■ WORK ITEM
Repeat exactly the lines from the one containing "Build a gazetteer" through the last line of the records below, both included, and nothing else.

■ RECORDED DATA
● ● ● ●

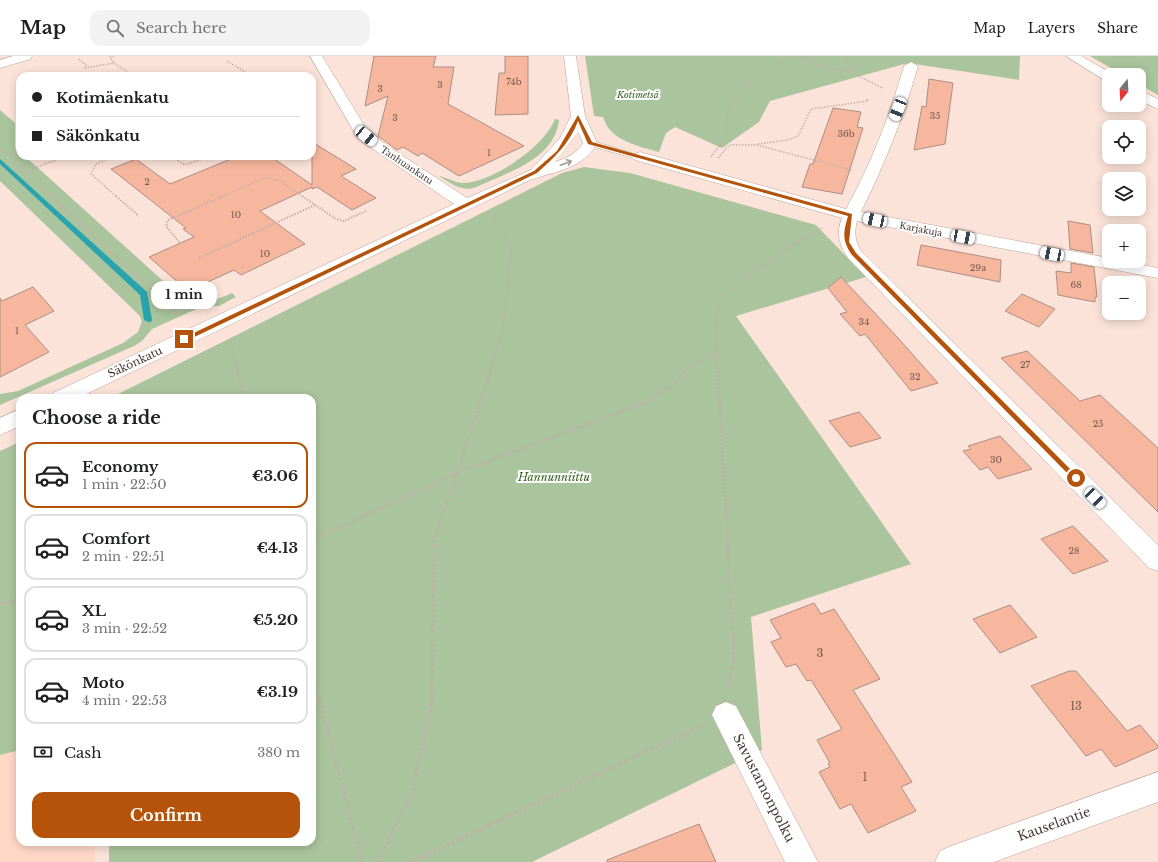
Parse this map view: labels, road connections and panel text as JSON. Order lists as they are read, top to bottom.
{
  "streets": {
    "street": [
      "Tanhuankatu",
      "Karjakuja",
      "Säkönkatu",
      "Savustamonpolku",
      "Kauselantie"
    ]
  },
  "crossings": [
    ["Tanhuankatu", "Säkönkatu"],
    ["Karjakuja", "Säkönkatu"]
  ],
  "parks": ["Kotimetsä", "Hannunniittu"],
  "house_numbers": [
    "74b",
    "3",
    "3",
    "35",
    "3",
    "36b",
    "1",
    "2",
    "10",
    "10",
    "29a",
    "68",
    "34",
    "1",
    "27",
    "32",
    "25",
    "30",
    "28",
    "3",
    "13",
    "1"
  ],
  "north": "bottom",
  "page": {
    "header": "Map",
    "search": "Search here",
    "nav": ["Map", "Layers", "Share"],
    "map_buttons": ["+", "−"],
    "banner": ["Kotimäenkatu", "Säkönkatu"],
    "bubble": "1 min",
    "heading": "Choose a ride",
    "list": [
      {
        "name": "Economy",
        "note": "1 min · 22:50",
        "value": "€3.06"
      },
      {
        "name": "Comfort",
        "note": "2 min · 22:51",
        "value": "€4.13"
      },
      {
        "name": "XL",
        "note": "3 min · 22:52",
        "value": "€5.20"
      },
      {
        "name": "Moto",
        "note": "4 min · 22:53",
        "value": "€3.19"
      }
    ],
    "pay": ["Cash", "380 m"],
    "buttons": "Confirm"
  }
}
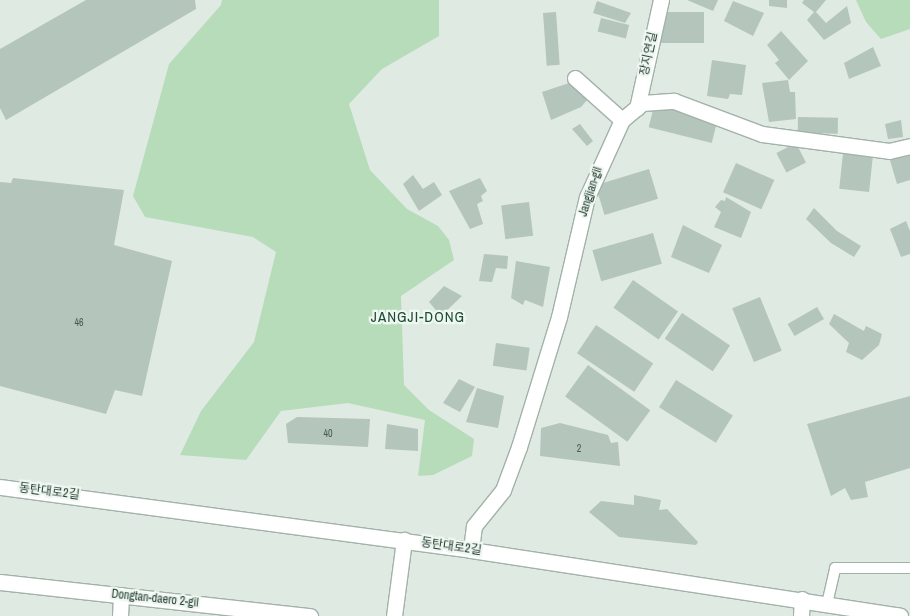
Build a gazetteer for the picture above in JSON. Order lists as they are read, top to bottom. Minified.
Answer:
{"streets":{"street":["장지연길","Jangjian-gil","동탄대로2길","Dongtan-daero 2-gil"]},"crossings":[["장지연길","Jangjian-gil"],["Jangjian-gil","동탄대로2길"]],"districts":["JANGJI-DONG"],"house_numbers":["46","40","2"]}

● ● ● ●

■ ANSWER TO THIS PROBLEM
Build a gazetteer for the picture above in JSON. Order lists as they are read, top to bottom. Minified.
Answer:
{"streets":{"street":["장지연길","Jangjian-gil","동탄대로2길","Dongtan-daero 2-gil"]},"crossings":[["장지연길","Jangjian-gil"],["Jangjian-gil","동탄대로2길"]],"districts":["JANGJI-DONG"],"house_numbers":["46","40","2"]}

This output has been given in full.